Requirement: Set down each entry from the block beneath, exactly as written.

Source material:

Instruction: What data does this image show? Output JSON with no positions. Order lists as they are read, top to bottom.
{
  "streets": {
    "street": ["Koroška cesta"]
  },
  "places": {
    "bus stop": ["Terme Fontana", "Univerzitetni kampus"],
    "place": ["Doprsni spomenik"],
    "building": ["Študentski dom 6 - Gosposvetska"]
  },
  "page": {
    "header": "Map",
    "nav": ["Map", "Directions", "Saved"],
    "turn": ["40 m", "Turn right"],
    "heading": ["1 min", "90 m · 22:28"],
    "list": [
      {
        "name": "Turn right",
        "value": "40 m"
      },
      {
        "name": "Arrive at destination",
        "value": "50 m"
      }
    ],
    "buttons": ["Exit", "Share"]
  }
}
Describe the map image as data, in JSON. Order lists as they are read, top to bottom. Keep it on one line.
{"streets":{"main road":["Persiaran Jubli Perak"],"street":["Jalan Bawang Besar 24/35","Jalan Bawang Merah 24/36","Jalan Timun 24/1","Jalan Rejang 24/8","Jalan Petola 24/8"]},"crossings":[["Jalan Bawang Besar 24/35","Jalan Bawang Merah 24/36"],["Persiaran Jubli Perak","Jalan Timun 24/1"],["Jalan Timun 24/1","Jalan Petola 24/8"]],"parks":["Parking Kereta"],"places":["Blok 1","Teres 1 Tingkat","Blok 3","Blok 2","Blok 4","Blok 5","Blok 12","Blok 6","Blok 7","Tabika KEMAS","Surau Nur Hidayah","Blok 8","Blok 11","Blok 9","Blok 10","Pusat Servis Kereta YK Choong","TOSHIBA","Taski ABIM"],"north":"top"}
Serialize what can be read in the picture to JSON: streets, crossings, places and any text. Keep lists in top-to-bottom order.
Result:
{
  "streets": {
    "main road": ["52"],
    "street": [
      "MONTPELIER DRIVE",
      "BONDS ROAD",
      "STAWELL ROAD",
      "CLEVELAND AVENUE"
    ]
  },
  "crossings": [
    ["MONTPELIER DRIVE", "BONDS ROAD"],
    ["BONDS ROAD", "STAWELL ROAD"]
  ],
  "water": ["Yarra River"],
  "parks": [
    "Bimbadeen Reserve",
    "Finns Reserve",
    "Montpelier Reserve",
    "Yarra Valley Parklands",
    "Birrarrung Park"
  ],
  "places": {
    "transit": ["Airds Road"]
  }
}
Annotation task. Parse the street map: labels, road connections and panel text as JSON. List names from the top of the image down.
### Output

Answer below:
Instruction: What data does this image show? Output JSON with no positions. Order lists as they are read, top to bottom.
{
  "streets": {
    "street": ["Koroška cesta"]
  },
  "places": {
    "bus stop": ["Terme Fontana", "Univerzitetni kampus"],
    "place": ["Doprsni spomenik"],
    "building": ["Študentski dom 6 - Gosposvetska"]
  },
  "page": {
    "header": "Map",
    "nav": ["Map", "Directions", "Saved"],
    "turn": ["40 m", "Turn right"],
    "heading": ["1 min", "90 m · 22:28"],
    "list": [
      {
        "name": "Turn right",
        "value": "40 m"
      },
      {
        "name": "Arrive at destination",
        "value": "50 m"
      }
    ],
    "buttons": ["Exit", "Share"]
  }
}
Describe the map image as data, in JSON. Order lists as they are read, top to bottom. Keep it on one line.
{"streets":{"main road":["Persiaran Jubli Perak"],"street":["Jalan Bawang Besar 24/35","Jalan Bawang Merah 24/36","Jalan Timun 24/1","Jalan Rejang 24/8","Jalan Petola 24/8"]},"crossings":[["Jalan Bawang Besar 24/35","Jalan Bawang Merah 24/36"],["Persiaran Jubli Perak","Jalan Timun 24/1"],["Jalan Timun 24/1","Jalan Petola 24/8"]],"parks":["Parking Kereta"],"places":["Blok 1","Teres 1 Tingkat","Blok 3","Blok 2","Blok 4","Blok 5","Blok 12","Blok 6","Blok 7","Tabika KEMAS","Surau Nur Hidayah","Blok 8","Blok 11","Blok 9","Blok 10","Pusat Servis Kereta YK Choong","TOSHIBA","Taski ABIM"],"north":"top"}
Serialize what can be read in the picture to JSON: streets, crossings, places and any text. Keep lists in top-to-bottom order.
Result:
{
  "streets": {
    "main road": ["52"],
    "street": [
      "MONTPELIER DRIVE",
      "BONDS ROAD",
      "STAWELL ROAD",
      "CLEVELAND AVENUE"
    ]
  },
  "crossings": [
    ["MONTPELIER DRIVE", "BONDS ROAD"],
    ["BONDS ROAD", "STAWELL ROAD"]
  ],
  "water": ["Yarra River"],
  "parks": [
    "Bimbadeen Reserve",
    "Finns Reserve",
    "Montpelier Reserve",
    "Yarra Valley Parklands",
    "Birrarrung Park"
  ],
  "places": {
    "transit": ["Airds Road"]
  }
}
Annotation task. Parse the street map: labels, road connections and panel text as JSON. List names from the top of the image down.
### Output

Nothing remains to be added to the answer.